BroadSign Invests In Serious Security Audit And Sign-Off

September 13, 2017 by Dave Haynes

Montreal-based CMS software shop BroadSign has announced its cloud-based platform has been run through and certified for a tough set of security and privacy standards – noting it is the first in the digital signage DOOH industry to do so.

The company, in a press release, says it has successfully completed the Service Organization Control (SOC) II and ISAE3402 audits. “These audits set standards for security, availability, process integrity, confidentiality and privacy for SaaS and cloud-based companies,” reads a press release.

I can offer no more color commentary on this than “Yay!” – as I have absolutely no idea what they’re going on about. But it does sound like a good thing, at a time when everyone,  from the operators of community digital posters to giant credit rating companies, is getting hacked.

“We are proud to lead the digital out-of-home industry in obtaining the SOC II and ISAE3402 Service Auditor Reports,” says Burr Smith, Chairman, CEO and President at BroadSign. “We have always emphasized internal security rigour, but the audit and certification provides the third-party verification that our customers want.”

The professional services firm BDO Canada did the audit, evaluating BroadSign’ s internal controls for organization and administration, physical and environmental controls, information security, system development, client implementation, system availability and disaster recovery.
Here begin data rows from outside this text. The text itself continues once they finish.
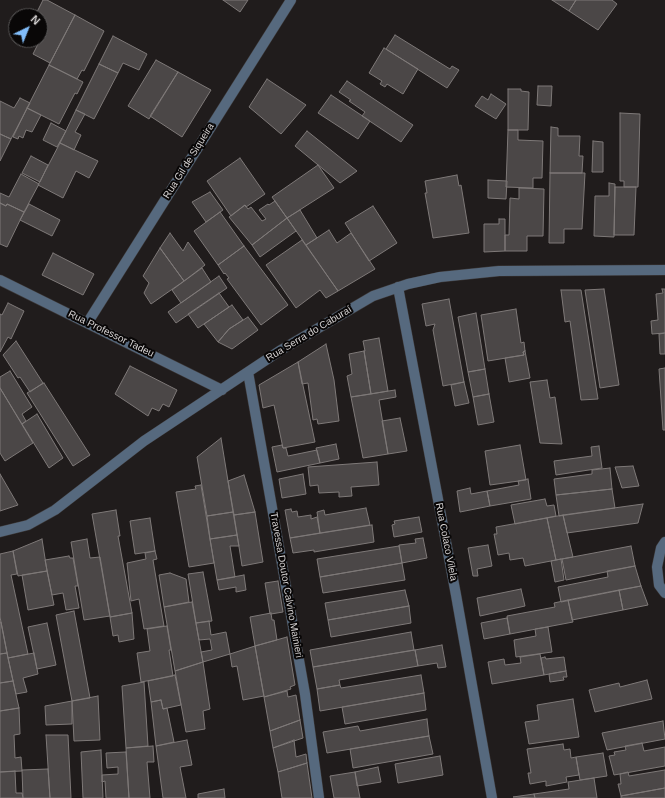 <!DOCTYPE html>
<html>
<head>
<meta charset="utf-8">
<style>
  body { margin:0 }
  #map { position:relative; width:665px; height:798px; overflow:hidden; background:#201c1c; font-family:Arial,sans-serif }
  canvas { display:block }
  .north { position:absolute; left:8px; top:8px; width:40px; height:40px; box-sizing:border-box; background:#090707; border:1px solid #5a5858; border-radius:50%; rotate:43deg; font-size:11px; font-weight:700; line-height:16px; text-align:center; color:#d4d1d1 }
  .north::after { content:''; display:block; margin:auto; width:14px; height:18px; background:#81bdfa; clip-path:polygon(50% 0,100% 100%,50% 72%,0 100%) }
</style>
</head>
<body>
<div id="map">
<canvas width="665" height="798"></canvas>
<div class="north">N</div>
</div>
<script>
const ctx = document.querySelector('canvas').getContext('2d');
ctx.lineJoin = 'round';
function paint(path, color) {
  ctx.fillStyle = color;
  ctx.fill(path, 'evenodd');
}
function shape(rows) {
  const path = new Path2D();
  for (const r of rows) {
    path.moveTo(r[0], r[1]);
    for (let i = 2; i < r.length; i += 2) path.lineTo(r[i], r[i + 1]);
  }
  return path;
}
function stroke(path, color, width, dash) {
  ctx.strokeStyle = color;
  ctx.lineWidth = width;
  ctx.lineCap = dash ? 'butt' : 'round';
  ctx.setLineDash(dash || []);
  ctx.stroke(path);
}
function label(font, color, halo, rows, align = 'center') {
  ctx.font = font + ' Arial,sans-serif';
  ctx.lineWidth = 4;
  ctx.setLineDash([]);
  ctx.textBaseline = 'middle';
  ctx.strokeStyle = halo;
  ctx.fillStyle = color;
  for (const [text, x, y, turn = 0] of rows) {
    ctx.save();
    ctx.translate(x, y);
    ctx.rotate((+turn || 0) * Math.PI / 180);
    ctx.textAlign = isNaN(turn) ? turn : align;
    if (halo) ctx.strokeText(text, 0, 0);
    ctx.fillText(text, 0, 0);
    ctx.restore();
  }
}
const building = shape([
  [43,0,47,0,75,15,50,63,33,54,40,40,40,16,35,16,43,0],
  [223,0,248,0,240,12,223,0],
  [552,0,576,0,569,11,552,0],
  [576,0,612,0,617,4,598,30,569,11,576,0],
  [75,15,104,31,84,71,82,70,77,79,49,65,75,15],
  [395,35,450,69,452,66,459,70,447,88,386,49,395,35],
  [113,36,147,54,139,70,123,63,118,73,99,64,113,36],
  [384,48,418,69,403,94,387,84,385,87,380,84,382,81,369,73,384,48],
  [156,60,178,72,149,119,128,106,156,60],
  [99,64,118,73,94,119,76,110,99,64],
  [49,65,83,82,77,94,75,93,59,124,27,108,49,65],
  [178,72,211,90,182,137,150,116,178,72],
  [267,79,306,105,281,134,249,107,267,79],
  [347,81,413,125,401,142,362,116,365,112,349,101,351,100,339,92,347,81],
  [538,86,552,86,551,106,537,105,538,86],
  [508,89,521,89,521,91,529,92,528,130,508,130,508,89],
  [491,94,506,104,496,119,475,106,482,96,488,100,491,94],
  [331,95,370,121,358,139,318,113,331,95],
  [20,98,30,103,11,139,0,134,0,101,14,108,20,98],
  [27,108,41,115,32,132,26,130,23,138,19,136,18,139,13,137,27,108],
  [76,110,85,114,75,132,81,135,74,150,60,143,76,110],
  [620,113,640,114,638,187,624,187,624,181,620,181,620,113],
  [51,123,66,131,57,147,43,140,51,123],
  [551,127,558,128,558,136,580,136,579,156,583,156,582,173,550,173,551,127],
  [508,130,518,130,518,140,543,141,542,178,533,178,533,188,506,187,508,130],
  [307,131,357,171,340,183,295,146,307,131],
  [0,134,11,139,0,161,0,134],
  [593,141,603,142,603,172,592,172,593,141],
  [60,143,98,161,89,178,76,171,63,198,38,185,60,143],
  [31,156,48,165,40,182,22,173,31,156],
  [240,158,265,194,246,207,245,205,231,216,207,181,240,158],
  [318,165,334,188,287,218,272,197,318,165],
  [550,173,585,173,582,229,564,229,564,243,549,243,550,173],
  [21,174,39,184,24,212,7,204,6,206,0,203,0,193,9,197,21,174],
  [457,175,459,186,461,185,469,233,433,238,425,193,427,193,425,181,457,175],
  [488,180,507,181,506,199,488,198,488,180],
  [609,183,615,184,614,237,594,236,595,196,609,196,609,183],
  [615,187,636,187,634,235,614,235,615,187],
  [519,188,544,189,543,236,527,236,527,251,505,251,505,235,509,235,510,198,519,199,519,188],
  [210,192,223,210,206,222,192,202,210,192],
  [275,201,287,218,252,245,229,217,245,205,248,209,251,207,262,221,266,219,259,210,268,204,269,205,275,201],
  [0,203,6,206,7,204,24,212,7,247,0,244,0,203],
  [29,204,60,220,52,236,20,220,29,204],
  [373,206,397,243,369,261,345,223,373,206],
  [300,210,317,238,306,245,287,218,300,210],
  [220,212,244,246,218,265,194,231,220,212],
  [287,218,296,231,260,257,252,245,287,218],
  [499,219,505,219,505,251,484,252,484,224,499,224,499,219],
  [329,230,337,243,351,233,375,269,338,291,306,245,329,230],
  [170,233,183,251,188,242,205,265,184,281,160,248,170,233],
  [302,240,338,291,326,298,320,290,296,308,266,265,302,240],
  [244,246,288,305,261,325,227,279,229,278,225,273,224,274,218,265,244,246],
  [160,248,184,281,151,304,144,293,149,283,143,276,160,248],
  [53,253,94,274,83,295,42,275,53,253],
  [202,268,211,282,181,303,172,290,202,268],
  [219,276,227,288,176,323,168,312,219,276],
  [604,289,619,385,600,388,585,290,604,289],
  [662,289,665,289,665,333,652,334,651,321,658,320,656,294,663,293,662,289],
  [561,290,581,290,598,399,581,400,570,321,565,322,561,290],
  [219,293,229,307,198,328,188,314,219,293],
  [449,299,464,382,443,386,433,330,435,324,426,326,422,304,449,299],
  [8,303,24,311,11,339,8,337,0,352,0,314,2,315,8,303],
  [232,305,243,320,229,329,218,342,204,324,232,305],
  [516,309,521,343,524,342,525,351,523,352,524,355,488,361,481,315,516,309],
  [476,313,485,369,468,372,458,317,476,313],
  [248,317,258,330,232,349,218,342,229,329,248,317],
  [665,333,665,354,660,354,659,334,665,333],
  [379,338,388,391,371,394,364,351,365,351,363,341,379,338],
  [16,341,43,383,30,392,20,377,18,378,3,355,16,341],
  [326,344,334,380,339,421,318,424,317,419,313,420,308,383,302,384,298,362,326,344],
  [364,351,371,394,351,397,347,376,352,374,349,354,364,351],
  [525,351,530,378,509,382,505,358,524,355,523,352,525,351],
  [298,362,315,442,283,448,274,405,263,408,259,385,298,362],
  [130,366,177,390,169,407,163,404,159,411,152,408,148,416,115,394,130,366],
  [665,368,665,430,663,430,659,369,665,368],
  [485,369,489,394,473,397,468,372,485,369],
  [10,371,32,407,22,414,26,421,22,424,0,388,0,377,10,371],
  [547,380,550,398,555,397,562,444,540,443,530,382,547,380],
  [464,382,469,403,455,406,451,385,464,382],
  [44,383,90,455,73,466,27,393,44,383],
  [0,388,33,443,5,461,0,453,0,388],
  [395,390,396,397,379,400,388,454,363,458,351,397,395,390],
  [489,394,494,422,478,425,473,397,489,394],
  [37,414,63,458,49,468,22,424,37,414],
  [400,418,407,451,388,454,382,421,400,418],
  [221,438,233,512,207,516,197,457,221,438],
  [336,444,339,459,320,463,316,448,336,444],
  [282,445,283,448,286,448,288,456,317,450,320,463,277,472,272,447,282,445],
  [520,445,526,480,490,485,485,451,520,445],
  [599,446,602,468,556,475,554,461,592,456,591,447,599,446],
  [377,462,379,485,351,487,352,496,339,497,339,492,319,493,318,485,310,486,308,467,377,462],
  [633,466,639,486,622,488,615,467,633,466],
  [610,468,612,489,556,495,554,479,592,474,592,470,610,468],
  [0,474,18,505,0,511,0,474],
  [303,474,306,494,282,498,279,479,303,474],
  [244,475,255,512,234,515,228,481,244,475],
  [528,479,531,499,490,506,487,491,519,485,518,481,528,479],
  [201,485,214,563,189,567,176,492,196,489,195,486,201,485],
  [470,488,471,494,487,491,490,506,460,512,457,491,470,488],
  [612,489,615,508,559,516,556,495,612,489],
  [545,499,547,506,554,505,556,516,515,524,511,505,545,499],
  [643,504,638,523,567,533,563,515,643,504],
  [366,508,370,525,320,533,317,512,324,510,325,515,366,508],
  [291,509,292,512,297,511,298,517,311,515,311,519,317,517,320,533,290,538,285,510,291,509],
  [116,510,120,536,118,536,132,613,110,617,92,514,116,510],
  [233,512,237,535,210,539,207,516,233,512],
  [255,512,263,562,242,566,234,515,255,512],
  [563,515,573,557,556,560,547,518,563,515],
  [419,517,422,532,394,537,392,525,395,524,394,521,419,517],
  [150,518,155,551,135,554,130,521,150,518],
  [547,518,556,560,525,566,523,558,510,560,509,553,498,555,494,534,497,534,496,527,547,518],
  [372,525,374,542,314,552,314,550,293,553,290,538,372,525],
  [237,535,239,546,230,546,235,577,217,580,210,539,237,535],
  [423,538,427,558,402,563,399,545,416,543,415,539,423,538],
  [42,539,47,571,18,576,13,551,42,539],
  [87,539,90,558,100,557,110,616,84,620,71,542,87,539],
  [488,545,492,566,477,569,478,576,473,576,468,548,488,545],
  [399,546,402,563,320,577,317,559,399,546],
  [631,546,635,566,566,580,562,559,631,546],
  [13,551,17,574,11,575,28,654,8,658,0,617,0,554,13,551],
  [155,551,157,559,153,560,164,626,144,629,139,599,131,601,127,563,146,559,145,553,155,551],
  [69,556,70,558,73,558,78,586,75,586,79,608,66,610,63,593,52,595,45,560,69,556],
  [561,559,564,580,555,582,551,561,561,559],
  [402,563,405,580,323,593,320,577,402,563],
  [635,566,641,586,561,602,558,587,608,577,607,571,635,566],
  [47,571,54,605,28,610,22,575,47,571],
  [203,572,212,621,196,623,188,574,203,572],
  [170,573,186,579,189,602,164,607,159,575,170,573],
  [244,575,246,590,236,592,236,587,219,590,217,580,244,575],
  [278,581,283,612,271,614,270,614,265,583,278,581],
  [641,586,648,605,623,610,619,590,641,586],
  [521,589,525,606,480,616,477,598,521,589],
  [405,590,409,606,328,620,325,603,405,590],
  [619,590,623,610,572,620,568,600,619,590],
  [568,600,573,622,510,634,507,616,555,607,554,603,568,600],
  [192,602,203,662,175,671,164,607,192,602],
  [409,606,411,623,331,637,328,620,409,606],
  [74,611,90,698,72,701,56,615,74,611],
  [132,613,134,639,119,642,118,635,113,636,110,617,132,613],
  [271,613,272,620,274,620,277,640,255,646,250,617,271,613],
  [507,618,510,634,484,639,481,623,507,618],
  [209,621,211,635,226,632,230,654,203,662,201,652,212,650,210,639,199,640,196,623,209,621],
  [0,622,1,622,7,653,0,654,0,622],
  [47,623,56,665,37,669,28,627,47,623],
  [167,626,171,650,169,650,173,676,141,682,137,653,150,651,147,629,167,626],
  [548,627,552,652,516,657,514,640,536,636,535,629,548,627],
  [411,632,414,650,313,667,310,650,411,632],
  [287,637,295,685,290,687,291,689,264,697,255,646,287,637],
  [442,645,446,667,438,668,437,663,418,666,415,650,442,645],
  [255,646,264,696,243,700,237,666,232,667,230,654,255,646],
  [415,650,418,666,339,680,340,685,317,689,313,667,415,650],
  [7,653,13,681,0,683,0,654,7,653],
  [34,653,38,674,23,678,27,692,16,694,8,658,34,653],
  [540,654,544,675,492,684,488,662,504,659,505,665,521,663,520,657,540,654],
  [545,657,546,659,564,657,566,671,544,675,541,658,545,657],
  [203,662,210,709,203,711,205,729,186,732,175,671,203,662],
  [566,671,567,677,563,677,564,680,550,682,549,674,566,671],
  [175,675,181,705,163,709,161,700,151,702,148,681,175,675],
  [421,675,424,693,320,711,317,689,340,685,341,688,421,675],
  [647,680,652,699,595,712,589,690,619,683,620,687,647,680],
  [13,681,19,708,0,711,0,683,13,681],
  [144,682,148,746,126,748,122,686,144,682],
  [287,691,288,697,296,695,300,720,270,731,264,697,287,691],
  [424,693,426,710,345,724,342,707,424,693],
  [98,696,100,740,74,741,72,701,98,696],
  [573,699,579,737,529,744,525,722,539,720,537,705,573,699],
  [161,700,163,709,167,708,174,742,156,746,151,702,161,700],
  [72,701,72,724,46,725,45,706,72,701],
  [19,708,20,734,14,735,15,758,21,757,22,771,0,772,0,711,19,708],
  [427,719,429,736,327,753,323,732,358,726,360,731,427,719],
  [300,720,303,738,273,748,270,731,300,720],
  [663,721,665,739,607,750,602,733,663,721],
  [46,735,68,735,71,798,50,798,46,735],
  [429,736,433,754,353,768,350,749,429,736],
  [187,740,192,765,180,767,186,798,163,798,156,746,187,740],
  [294,740,296,757,306,754,307,763,278,772,273,748,294,740],
  [642,743,644,751,665,747,665,766,614,775,609,756,615,755,614,752,626,750,625,746,642,743],
  [563,744,564,750,570,749,571,758,576,757,579,775,566,777,567,782,546,786,546,781,530,784,528,773,531,773,527,749,563,744],
  [153,746,154,762,147,762,150,798,129,798,126,748,153,746],
  [101,750,103,798,83,798,81,752,101,750],
  [126,752,129,798,106,798,105,781,102,782,102,775,118,774,118,767,107,768,106,753,126,752],
  [603,753,607,776,580,780,576,757,603,753],
  [440,756,443,775,398,783,395,764,440,756],
  [307,763,312,798,282,798,278,772,307,763],
  [378,767,381,782,357,786,355,772,378,767],
  [48,769,50,798,23,798,22,770,48,769],
  [665,770,665,788,621,796,618,784,621,784,620,774,628,772,629,776,665,770],
  [15,771,16,793,22,793,23,798,0,798,0,772,15,771],
  [355,772,360,798,334,798,330,776,355,772],
  [594,778,597,798,535,798,534,794,569,789,568,782,594,778],
  [665,788,665,798,621,798,621,796,665,788],
  [224,789,225,798,198,798,198,794,224,789],
  [534,794,535,798,513,797,534,794]
]);
paint(building, '#4b4747');
stroke(building, '#7e7978', 1);
const minor = shape([
  [0,280,222,390],
  [398,287,456,595,492,798],
  [88,322,291,0],
  [248,372,305,694,319,798],
  [0,532,28,525,55,510,144,441,281,350,373,296,408,284,440,277,499,271,665,270],
  [665,542,661,548,657,567,659,585,665,593]
]);
stroke(minor, '#3d3939', 11);
stroke(minor, '#56697e', 10);
label('10px', '#d4d1d1', '#090707', [
  ["Rua Gil de Siqueira",189,161,-58],
  ["Rua Professor Tadeu",111,334,26],
  ["Rua Serra do Caburaí",309,334,-31],
  ["Rua Colaco Vilela",446,542,79],
  ["Travessa Doutor Calvino Mainieri",286,585,80]
]);
</script>
</body>
</html>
“With the successful completion of the audit, BroadSign customers now have third-party verification that the security of their data meets the rigorous globally accepted standards,” explains Carlo Mariglia, Partner, Advisory Services at BDO Canada LLP.

I don’t have any back-story here but would imagine with all the messiness going on out there with hacked everything, BroadSign being able to say in meetings that they can produce pro-grade audits, with lots of letters and numbers and maybe even a certificate, beats the hell out of getting assurance about platform security from a software company’s sales guy that, “Oh yeah, we’re good.”